Friedrich Wilhelm Berthold Rinne (16 March 1863 in Osterode am Harz – 12 March 1933 in Freiburg im Breisgau) was a German mineralogist, crystallographer and petrographer.

== Biography ==
From 1880 he studied natural sciences at the University of Göttingen, where he was a pupil of Adolf von Koenen. After receiving his habilitation, he was a lecturer at Göttingen (1885–87) and at the University of Berlin (1887–94), and from 1894 onward, was a professor of mineralogy and geology at the Technical University of Hannover. Following brief stays at the universities of Königsberg and Kiel, he obtained the chair of mineralogy at the University of Leipzig (1909). After his retirement in 1928, he was named an honorary professor at the University of Freiburg.

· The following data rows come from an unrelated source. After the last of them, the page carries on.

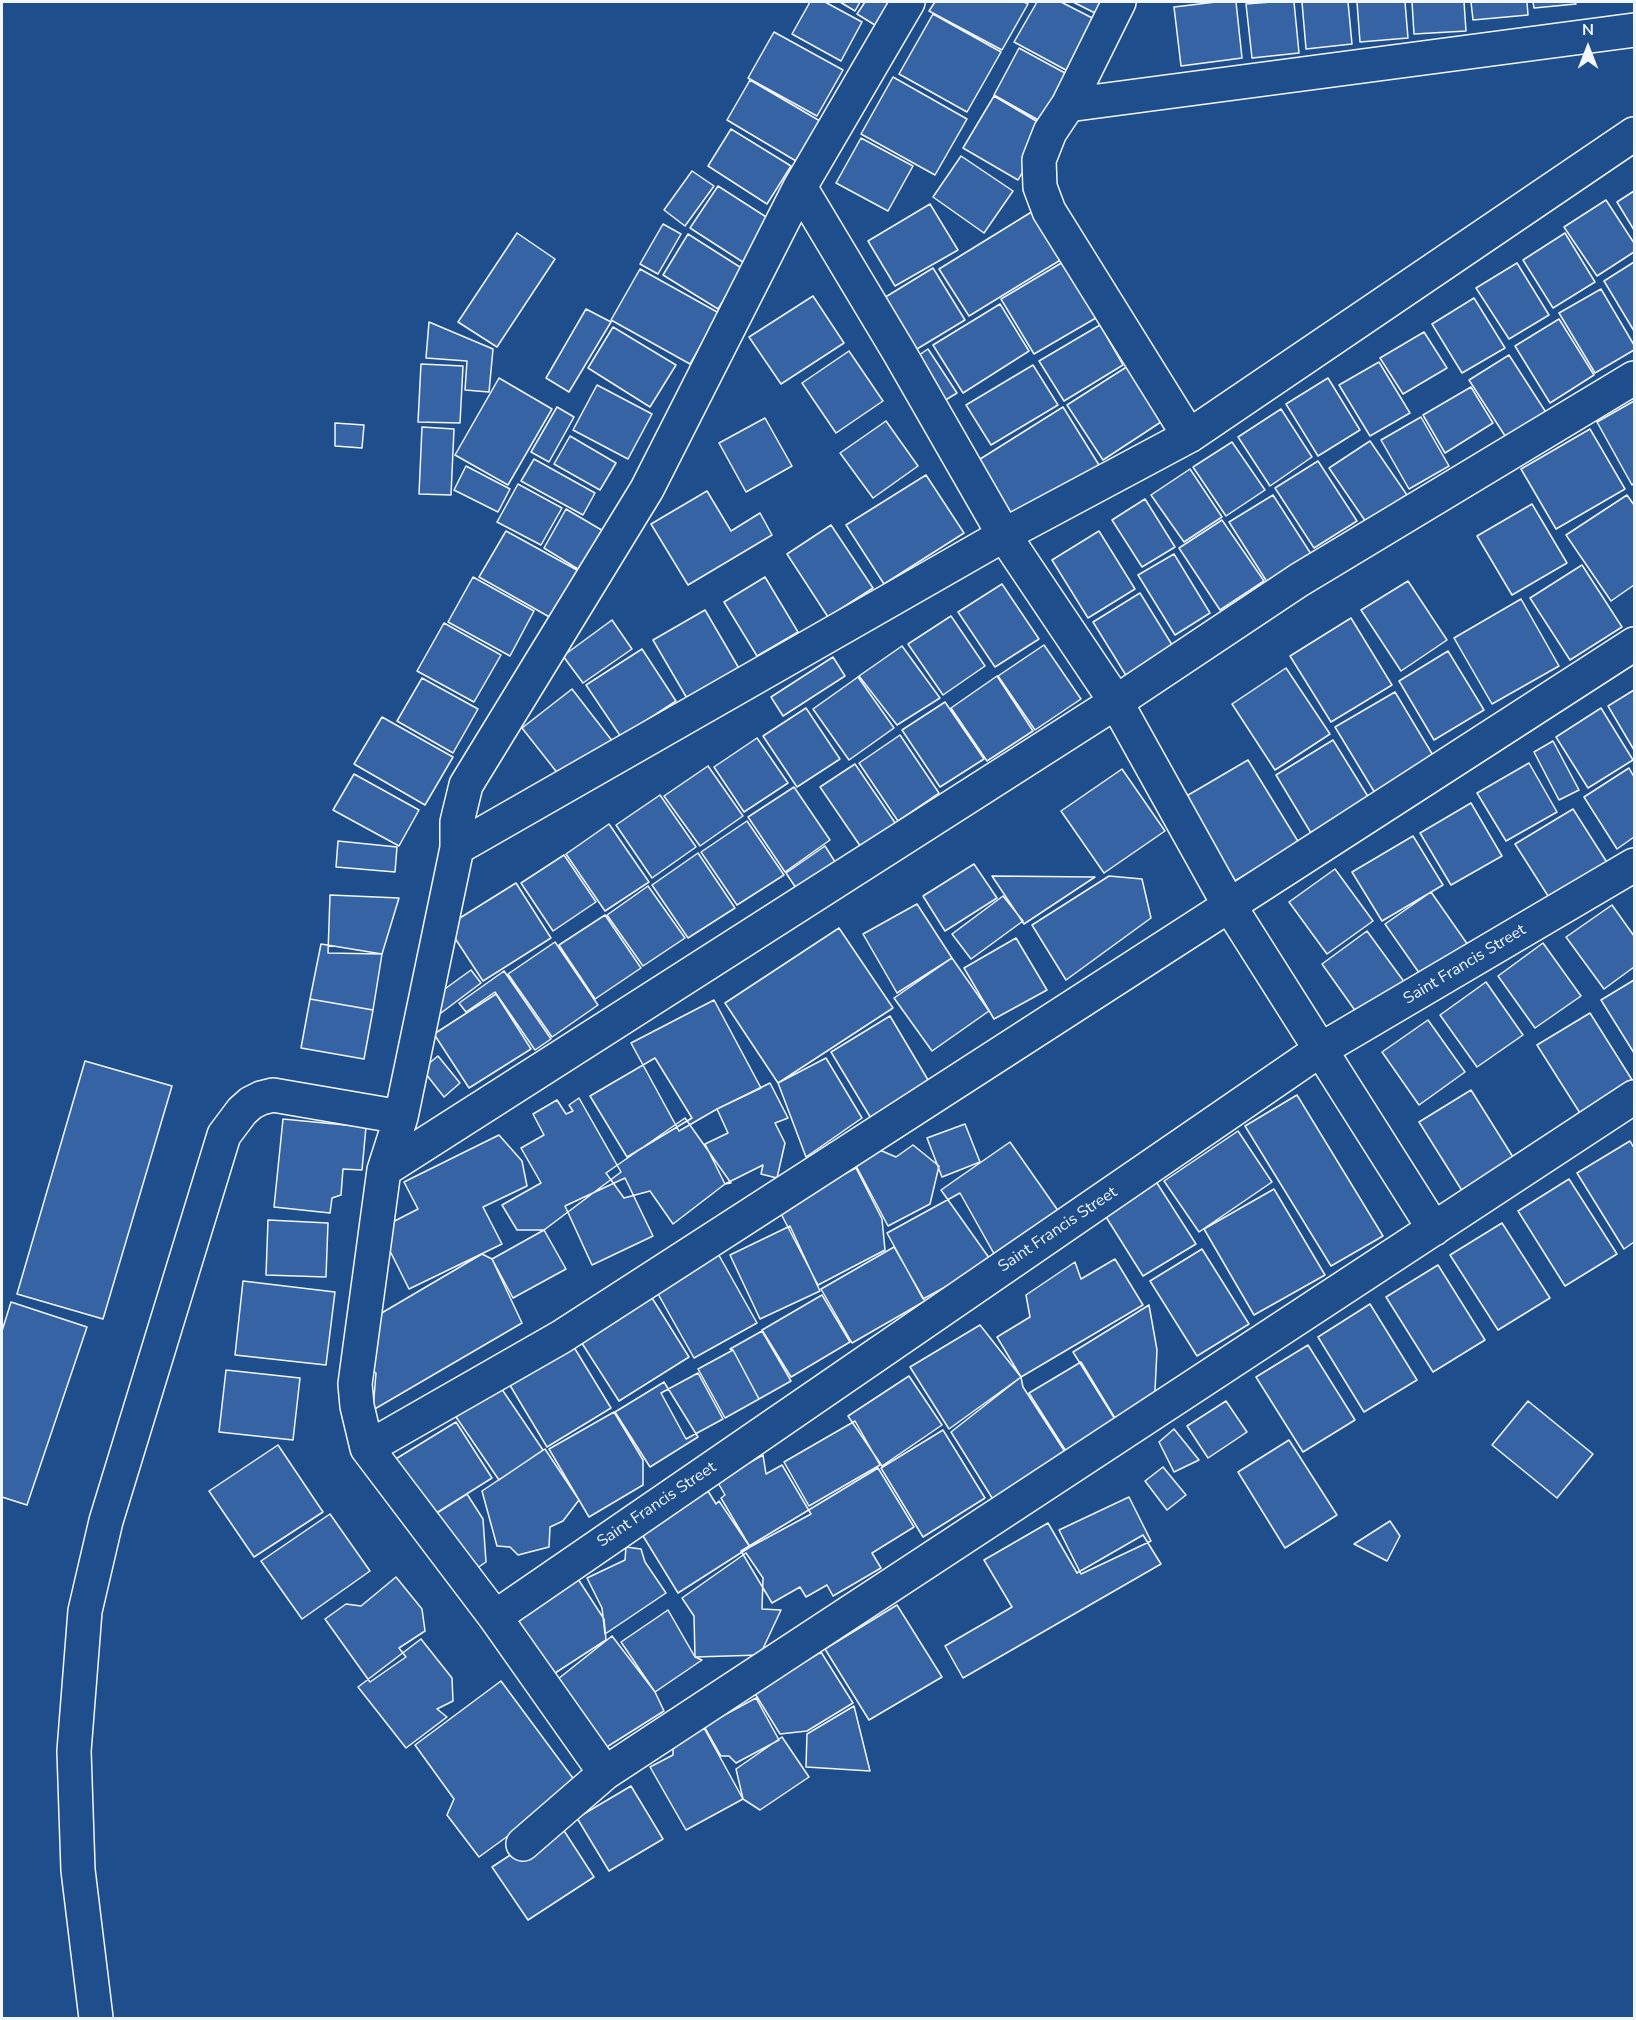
<!DOCTYPE html>
<html>
<head>
<meta charset="utf-8">
<style>
	body { margin:0 }
	#map { position:relative; width:1636px; height:2020px; overflow:hidden; background:#1f4e8c; font-family:"Nunito Sans",sans-serif }
	canvas { display:block }
	.frame { position:absolute; inset:0; border:3px solid #f2f6ff; pointer-events:none }
	.north { position:absolute; left:1558px; top:18px; width:60px; height:60px; -webkit-text-stroke:4px #1f4e8c; paint-order:stroke; rotate:0deg; font-size:16px; font-weight:700; line-height:24px; text-align:center; color:#f2f6ff }
	.north::after { content:''; display:block; margin:auto; width:21px; height:27px; background:#f2f6ff; clip-path:polygon(50% 0,100% 100%,50% 72%,0 100%) }
</style>
</head>
<body>
<div id="map">
<canvas width="1636" height="2020"></canvas>
<div class="frame"></div>
<div class="north">N</div>
</div>
<script>
const g = document.querySelector('canvas').getContext('2d');
g.lineJoin = 'round';
function fill(path, color) { g.fillStyle = color; g.fill(path, 'evenodd'); }
const poly = rows => new Path2D(rows.map(r => 'M' + r).join(''));
function strokePath(path, color, width, dash) { g.strokeStyle = color; g.lineWidth = width; g.lineCap = dash ? 'butt' : 'round'; g.setLineDash(dash || []); g.stroke(path); }
function drawText(font, color, halo, rows, align = 'center') {
  g.font = font + ' "Nunito Sans",sans-serif'; g.lineWidth = 4.5; g.setLineDash([]); g.textBaseline = 'middle'; g.strokeStyle = halo; g.fillStyle = color; for (const [text, x, y, turn = 0] of rows) {
    g.save(); g.translate(x, y); g.rotate((+turn || 0) * Math.PI / 180); g.textAlign = isNaN(turn) ? turn : align; if (halo) g.strokeText(text, 0, 0); g.fillText(text, 0, 0); g.restore();
  }
}
const building = poly([
	[810,2,825,2,862,22,841,61,792,34,810,2],
	[840,2,860,2,855,11,840,2],
	[865,2,900,2,883,30,857,14,865,2],
	[935,2,1024,2,1028,4,1002,50,929,11,935,2],
	[1037,2,1061,2,1104,24,1077,76,1014,42,1037,2],
	[1073,2,1112,2,1103,17,1073,2],
	[1216,2,1236,2,1242,58,1181,66,1174,7,1216,2],
	[1272,2,1294,2,1299,53,1252,58,1246,4,1272,2],
	[1302,2,1348,2,1352,44,1306,49,1302,2],
	[1357,2,1405,2,1408,38,1360,42,1357,2],
	[1412,2,1464,2,1466,31,1414,34,1412,2],
	[1471,2,1527,2,1528,15,1473,20,1471,2],
	[1533,2,1575,2,1576,4,1534,8,1533,2],
	[933,14,1001,52,967,112,899,74,933,14],
	[774,32,843,70,817,116,748,78,774,32],
	[1019,48,1076,79,1049,126,994,95,1019,48],
	[893,77,967,119,935,175,861,134,893,77],
	[750,80,820,121,796,161,727,120,750,80],
	[994,96,1048,128,1018,180,963,148,994,96],
	[731,129,791,166,767,204,708,166,731,129],
	[861,138,913,166,888,211,836,183,861,138],
	[961,156,1013,191,984,233,933,197,961,156],
	[692,171,714,186,685,226,664,210,692,171],
	[718,186,777,224,749,266,690,228,718,186],
	[1634,191,1634,230,1617,202,1634,191],
	[1606,200,1634,243,1634,252,1597,276,1564,227,1606,200],
	[930,204,958,250,895,286,868,241,930,204],
	[1038,208,1067,256,969,316,939,269,1038,208],
	[663,224,681,234,658,274,640,264,663,224],
	[517,233,555,259,497,347,458,322,517,233],
	[1565,233,1595,282,1553,308,1523,260,1565,233],
	[688,234,743,269,718,309,663,275,688,234],
	[1068,259,1101,315,1034,354,1001,299,1068,259],
	[1634,262,1634,331,1604,281,1634,262],
	[1517,263,1549,315,1509,339,1476,288,1517,263],
	[933,268,965,320,912,352,879,301,933,268],
	[640,269,719,313,690,364,611,320,640,269],
	[1601,289,1634,345,1634,350,1595,373,1559,313,1601,289],
	[813,296,844,343,781,384,749,337,813,296],
	[1474,298,1505,348,1462,373,1432,324,1474,298],
	[1000,304,1029,351,963,393,933,345,1000,304],
	[586,309,611,322,569,392,546,378,586,309],
	[1559,319,1594,375,1550,403,1515,346,1559,319],
	[429,322,493,349,489,392,465,390,467,361,426,358,429,322],
	[1100,325,1123,365,1064,401,1039,361,1100,325],
	[613,327,676,365,650,407,588,368,613,327],
	[1424,332,1447,368,1403,394,1380,358,1424,332],
	[928,349,957,393,939,404,910,361,928,349],
	[849,351,883,401,836,433,802,383,849,351],
	[1509,355,1549,417,1509,442,1469,380,1509,355],
	[1379,362,1410,413,1370,436,1339,385,1379,362],
	[421,364,463,366,460,423,418,422,421,364],
	[1033,365,1058,405,991,445,966,405,1033,365],
	[1128,366,1164,420,1103,460,1067,405,1128,366],
	[499,378,552,409,508,485,455,455,499,378],
	[1328,378,1360,430,1318,456,1286,404,1328,378],
	[597,385,652,414,628,459,573,430,597,385],
	[1471,387,1493,423,1445,453,1423,415,1471,387],
	[1634,401,1634,483,1632,485,1597,422,1634,401],
	[557,407,574,417,549,462,531,452,557,407],
	[1063,407,1099,465,1013,518,977,461,1063,407],
	[1281,409,1312,457,1270,486,1238,437,1281,409],
	[1421,417,1449,466,1409,489,1381,440,1421,417],
	[765,418,792,466,746,492,719,443,765,418],
	[886,421,918,466,873,498,840,453,886,421],
	[335,423,364,425,362,448,335,446,335,423],
	[422,427,454,429,451,495,419,494,422,427],
	[1590,429,1625,489,1556,529,1521,469,1590,429],
	[570,436,616,463,600,490,554,464,570,436],
	[1370,441,1407,495,1366,522,1329,468,1370,441],
	[1232,442,1265,490,1226,516,1193,467,1232,442],
	[534,459,595,493,583,515,521,481,534,459],
	[1318,461,1357,521,1314,548,1275,488,1318,461],
	[466,466,510,489,498,512,454,490,466,466],
	[1190,469,1222,517,1184,542,1151,495,1190,469],
	[926,475,964,533,884,584,846,525,926,475],
	[518,484,562,508,541,545,497,522,518,484],
	[707,491,731,531,760,513,772,535,688,585,651,524,707,491],
	[1273,495,1313,557,1269,585,1229,522,1273,495],
	[1627,495,1634,505,1634,585,1611,601,1566,535,1627,495],
	[1145,499,1175,547,1142,567,1112,520,1145,499],
	[1532,504,1567,563,1512,595,1477,536,1532,504],
	[566,509,610,535,586,574,544,548,566,509],
	[1222,520,1264,581,1220,610,1179,548,1222,520],
	[831,525,873,588,828,617,787,554,831,525],
	[506,531,586,575,560,623,479,577,506,531],
	[1099,531,1135,589,1088,618,1052,560,1099,531],
	[1174,554,1210,613,1175,635,1138,575,1174,554],
	[1582,565,1622,627,1570,660,1530,598,1582,565],
	[473,577,534,611,510,656,448,622,473,577],
	[765,577,798,632,757,656,724,602,765,577],
	[1408,581,1447,640,1401,671,1361,610,1408,581],
	[1002,584,1039,639,995,667,958,612,1002,584],
	[1140,593,1174,648,1127,677,1093,622,1140,593],
	[1521,599,1559,666,1492,704,1454,638,1521,599],
	[705,610,740,670,688,700,653,640,705,610],
	[951,616,985,666,943,695,908,644,951,616],
	[1351,618,1392,685,1331,722,1290,656,1351,618],
	[612,620,632,649,583,683,563,656,612,620],
	[444,623,501,655,474,702,417,671,444,623],
	[1044,645,1081,699,1035,730,998,676,1044,645],
	[902,646,940,698,897,725,859,676,902,646],
	[642,649,676,701,621,737,586,685,642,649],
	[1448,651,1484,710,1434,740,1399,681,1448,651],
	[833,657,845,676,783,716,771,697,833,657],
	[1286,668,1330,734,1275,770,1232,704,1286,668],
	[997,676,1033,731,987,761,951,708,997,676],
	[858,677,894,728,849,760,813,709,858,677],
	[422,678,478,709,453,753,397,721,422,678],
	[572,689,613,742,563,780,522,728,572,689],
	[1634,690,1634,750,1608,706,1634,690],
	[1395,692,1434,757,1375,793,1335,727,1395,692],
	[945,702,984,759,940,787,902,730,945,702],
	[806,708,840,759,797,787,763,736,806,708],
	[1601,708,1633,760,1588,788,1556,737,1601,708],
	[382,717,453,757,425,805,354,764,382,717],
	[900,735,939,793,898,821,859,763,900,735],
	[757,738,788,783,744,812,714,767,757,738],
	[1333,740,1372,803,1314,838,1276,775,1333,740],
	[1553,741,1579,790,1559,800,1534,752,1553,741],
	[1248,760,1299,843,1228,885,1178,801,1248,760],
	[1529,763,1557,812,1506,841,1477,793,1529,763],
	[855,764,900,830,865,853,820,787,855,764],
	[708,766,743,816,700,846,664,796,708,766],
	[1629,768,1634,777,1634,837,1617,849,1584,797,1629,768],
	[1122,769,1165,831,1104,873,1061,811,1122,769],
	[354,774,419,810,399,846,333,810,354,774],
	[794,787,830,840,785,872,748,817,794,787],
	[660,795,696,847,652,878,616,825,660,795],
	[1471,803,1502,856,1451,885,1420,833,1471,803],
	[1573,809,1608,864,1550,899,1515,844,1573,809],
	[747,821,784,875,737,905,701,852,747,821],
	[609,824,649,882,605,911,566,854,609,824],
	[1413,836,1443,885,1382,921,1352,872,1413,836],
	[338,841,397,847,395,872,336,867,338,841],
	[825,846,837,865,798,891,786,873,825,846],
	[698,853,735,908,688,938,652,885,698,853],
	[564,855,596,902,553,931,521,883,564,855],
	[974,864,997,898,945,931,923,896,974,864],
	[1335,869,1373,921,1327,954,1289,902,1335,869],
	[992,876,1095,877,1024,924,992,876],
	[1109,876,1142,879,1151,918,1066,980,1032,925,1109,876],
	[516,883,551,938,483,981,447,926,516,883],
	[648,886,685,938,643,966,607,915,648,886],
	[1431,892,1468,945,1422,977,1385,924,1431,892],
	[330,895,399,898,382,954,328,953,330,895],
	[1003,896,1023,921,971,959,952,934,1003,896],
	[917,904,952,958,897,993,863,934,917,904],
	[1612,905,1634,936,1634,967,1604,989,1566,937,1612,905],
	[605,915,641,968,595,999,559,945,605,915],
	[839,928,893,1008,778,1083,725,1003,839,928],
	[1367,931,1405,983,1359,1016,1322,964,1367,931],
	[1016,938,1047,990,994,1019,964,968,1016,938],
	[555,942,598,1005,552,1037,508,974,555,942],
	[1543,943,1581,996,1535,1028,1498,976,1543,943],
	[321,944,382,954,373,1010,310,999,321,944],
	[952,958,989,1011,932,1051,894,998,952,958],
	[471,970,481,983,441,1013,431,999,471,970],
	[504,971,551,1039,535,1050,495,992,466,1012,459,1003,504,971],
	[1634,980,1634,1053,1601,1000,1634,980],
	[1486,982,1523,1035,1477,1067,1440,1015,1486,982],
	[496,994,531,1049,469,1088,434,1034,496,994],
	[310,999,373,1010,364,1059,301,1048,310,999],
	[714,1000,761,1088,717,1109,679,1131,631,1043,714,1000],
	[1590,1013,1634,1083,1585,1121,1537,1045,1590,1013],
	[890,1016,931,1085,872,1120,831,1052,890,1016],
	[1428,1020,1465,1072,1419,1105,1382,1052,1428,1020],
	[438,1056,460,1083,444,1097,422,1069,438,1056],
	[655,1058,692,1118,627,1157,590,1096,655,1058],
	[826,1058,862,1118,806,1157,778,1083,826,1058],
	[85,1061,172,1086,103,1319,17,1294,85,1061],
	[770,1083,788,1118,775,1123,785,1143,777,1178,761,1174,763,1165,725,1184,705,1144,728,1133,717,1109,770,1083],
	[1471,1090,1518,1165,1466,1197,1419,1122,1471,1090],
	[1297,1095,1383,1236,1331,1266,1245,1126,1297,1095],
	[579,1098,621,1172,544,1230,517,1230,502,1205,541,1183,521,1148,544,1135,533,1114,557,1100,566,1114,573,1111,569,1105,579,1098],
	[685,1118,731,1183,725,1184,673,1224,650,1191,624,1198,606,1173,685,1118],
	[283,1119,366,1127,362,1170,343,1169,341,1195,332,1198,330,1213,274,1207,283,1119],
	[965,1124,980,1162,942,1177,927,1138,965,1124],
	[1238,1131,1272,1182,1199,1232,1164,1181,1238,1131],
	[499,1135,522,1161,527,1186,483,1207,502,1244,409,1289,379,1229,418,1209,404,1182,499,1135],
	[1630,1141,1634,1148,1634,1242,1624,1249,1577,1173,1630,1141],
	[1010,1142,1066,1222,997,1269,941,1190,1010,1142],
	[913,1145,939,1166,930,1204,888,1226,854,1162,875,1148,896,1157,913,1145],
	[856,1168,882,1219,885,1250,818,1285,778,1208,856,1168],
	[1148,1169,1196,1244,1143,1276,1096,1201,1148,1169],
	[625,1178,653,1236,592,1265,565,1206,625,1178],
	[1569,1179,1617,1254,1565,1286,1518,1211,1569,1179],
	[1274,1189,1325,1275,1254,1315,1204,1229,1274,1189],
	[960,1193,997,1259,923,1299,887,1233,960,1193],
	[268,1220,328,1223,326,1277,266,1275,268,1220],
	[1502,1223,1550,1298,1498,1330,1450,1255,1502,1223],
	[790,1226,820,1291,760,1319,730,1255,790,1226],
	[544,1230,566,1269,513,1298,492,1259,544,1230],
	[894,1247,925,1301,852,1343,821,1289,894,1247],
	[1202,1249,1249,1324,1197,1356,1150,1281,1202,1249],
	[716,1250,757,1323,694,1358,653,1285,716,1250],
	[482,1254,492,1259,522,1323,373,1410,376,1373,362,1363,368,1321,482,1254],
	[1115,1259,1143,1305,1021,1377,997,1337,1030,1317,1026,1295,1075,1262,1081,1279,1115,1259],
	[1438,1265,1485,1340,1433,1372,1386,1297,1438,1265],
	[243,1281,335,1292,326,1365,235,1355,243,1281],
	[647,1290,689,1357,619,1401,576,1334,647,1290],
	[822,1295,850,1342,791,1377,762,1330,822,1295],
	[11,1302,87,1327,27,1505,2,1497,2,1331,11,1302],
	[1370,1304,1417,1380,1364,1412,1318,1337,1370,1304],
	[1149,1305,1157,1350,1154,1411,1123,1432,1073,1352,1149,1305],
	[980,1325,1021,1377,949,1429,910,1367,980,1325],
	[762,1331,791,1381,759,1399,733,1350,730,1349,762,1331],
	[569,1339,611,1408,547,1447,505,1377,569,1339],
	[1308,1345,1355,1420,1303,1452,1256,1377,1308,1345],
	[733,1350,759,1399,725,1418,698,1369,733,1350],
	[1081,1362,1121,1428,1071,1459,1029,1393,1081,1362],
	[226,1370,300,1378,293,1440,219,1432,226,1370],
	[698,1373,723,1419,686,1439,661,1393,698,1373],
	[909,1376,942,1425,882,1466,848,1416,909,1376],
	[1021,1377,1023,1387,1067,1455,994,1501,951,1432,1021,1377],
	[497,1382,543,1450,499,1480,452,1411,497,1382],
	[664,1382,698,1437,650,1467,615,1412,664,1382],
	[1226,1401,1247,1432,1208,1458,1187,1426,1226,1401],
	[1528,1401,1593,1454,1557,1498,1492,1445,1528,1401],
	[614,1412,643,1460,643,1485,589,1517,549,1449,614,1412],
	[855,1421,880,1465,809,1506,784,1462,855,1421],
	[456,1422,492,1478,430,1517,394,1460,456,1422],
	[1174,1429,1199,1460,1174,1472,1159,1442,1174,1429],
	[943,1430,985,1498,923,1537,881,1468,943,1430],
	[1289,1440,1337,1515,1285,1548,1238,1472,1289,1440],
	[278,1445,323,1512,254,1557,209,1491,278,1445],
	[545,1449,579,1500,563,1521,550,1527,549,1547,518,1555,510,1547,497,1546,482,1491,545,1449],
	[763,1455,766,1474,782,1465,811,1514,750,1547,721,1498,725,1495,717,1481,763,1455],
	[1163,1467,1186,1495,1167,1510,1145,1481,1163,1467],
	[878,1468,914,1527,872,1553,881,1568,833,1596,827,1585,806,1597,800,1587,772,1603,741,1551,878,1468],
	[708,1491,716,1504,719,1501,750,1547,678,1593,640,1531,708,1491],
	[467,1494,483,1519,486,1562,467,1575,429,1518,467,1494],
	[1129,1497,1151,1541,1081,1574,1059,1530,1129,1497],
	[330,1514,370,1571,302,1619,261,1561,330,1514],
	[1390,1521,1400,1536,1387,1561,1354,1544,1390,1521],
	[1048,1523,1077,1573,1143,1535,1161,1564,963,1678,945,1646,1012,1607,984,1560,1048,1523],
	[626,1547,641,1549,645,1562,666,1593,605,1634,602,1608,587,1578,625,1560,626,1547],
	[746,1553,763,1578,762,1609,781,1610,760,1655,695,1657,694,1616,682,1598,746,1553],
	[396,1577,422,1609,425,1631,399,1648,406,1657,370,1682,325,1619,346,1604,361,1606,396,1577],
	[578,1579,604,1619,606,1640,552,1675,515,1619,578,1579],
	[897,1605,942,1677,869,1720,825,1649,897,1605],
	[668,1610,695,1657,702,1660,655,1692,621,1642,668,1610],
	[612,1636,655,1692,664,1711,602,1750,553,1683,612,1636],
	[421,1639,452,1678,453,1701,437,1709,447,1717,406,1748,358,1687,421,1639],
	[821,1652,853,1703,807,1731,780,1734,754,1692,821,1652],
	[501,1681,578,1785,479,1857,447,1815,454,1799,415,1745,501,1681],
	[756,1698,779,1740,736,1763,729,1756,721,1756,704,1726,756,1698],
	[854,1706,870,1771,806,1767,807,1734,854,1706],
	[704,1728,743,1799,686,1830,650,1767,673,1755,673,1746,704,1728],
	[782,1737,809,1777,760,1810,743,1799,736,1769,782,1737],
	[631,1786,663,1839,609,1871,577,1818,631,1786],
	[559,1823,594,1877,528,1920,492,1867,559,1823]
]);
const minor = poly([
	[1119,2,1068,105,1050,132,1039,160,1040,187,1049,211,1189,436],
	[1068,105,1634,30],
	[800,187,899,352,1004,535,1116,702,1229,905,1434,1229],
	[457,848,1004,535,1189,436,1634,134],
	[384,1170,1116,702,1299,580,1634,378],
	[367,1448,561,1337,1634,644],
	[495,1617,1320,1050,1634,865],
	[605,1773,495,1617,367,1448,357,1406,355,1384,384,1170,401,1117,457,848,457,822,466,785,647,489,800,187,908,2],
	[523,1844,605,1773,1634,1097],
	[96,2018,78,1870,74,1751,85,1611,106,1521,224,1135,242,1111,251,1103,261,1098,273,1095,401,1117]
]);
const streetNames = [
	["Saint Francis Street",1465,965,-31],
	["Saint Francis Street",1058,1230,-34],
	["Saint Francis Street",657,1505,-34]
];
fill(building, '#3563a3');
strokePath(building, '#f2f6ff', 1.5);
strokePath(minor, '#f2f6ff', 36);
strokePath(minor, '#1f4e8c', 33);
drawText('16px', '#f2f6ff', '#1f4e8c', streetNames);
</script>
</body>
</html>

At the University of Freiburg, he established the Friedrich-Rinne-Stiftung, a foundation that provided assistance for students of mineralogy in Göttingen and Freiburg. Today, the Friedrich-Rinne-Preis is awarded to outstanding dissertation theses in the field of mineralogy at the universities of Freiburg, Göttingen and Leipzig.

He is remembered for his application of quantitative physical-mechanical and physicochemical techniques to geosciences. He was among the first scientists to use x-rays in the structural analysis of minerals. Encouraged by the work of Hendrik Enno Boeke and Jacobus Henricus van't Hoff, he founded the discipline of Salzpetrographie (salt petrography). In 1909 the mineral "rinneite" was named in his honor.

== Selected works ==
His book, Die Kristalle als Vorbilder des feinbaulichen Wesens der Materie (1921), was translated into English and published with the title "Crystals and the fine-structure of matter" (translated by Walter S. Stiles, 1922). Other noted written efforts by Rinne include:
- Elementare anleitung zu kristallographisch-optischen untersuchungen, vornehmlich mit hilfe des polarisationsmikroskops, 1912 - Basic instructions for crystallographically-optical investigations, mainly by means via the polarizing microscope.
- Gesteinskunde für studierende der naturwissenschaft, forstkunde und landwirtschaft, bauingenieure, architekten und bergingenieure, 1914 - Petrology for students of natural sciences, forestry science and agriculture, mining engineers, architects and construction engineers.
- Einführung in die kristallographische Formenlehre und elementare Anleitung zu kristallographisch-optischen sowie röntgenographischen Untersuchungen, 1922 - Introduction to crystallographic morphology and an elemental guide to crystallographically-optical and X-ray examinations.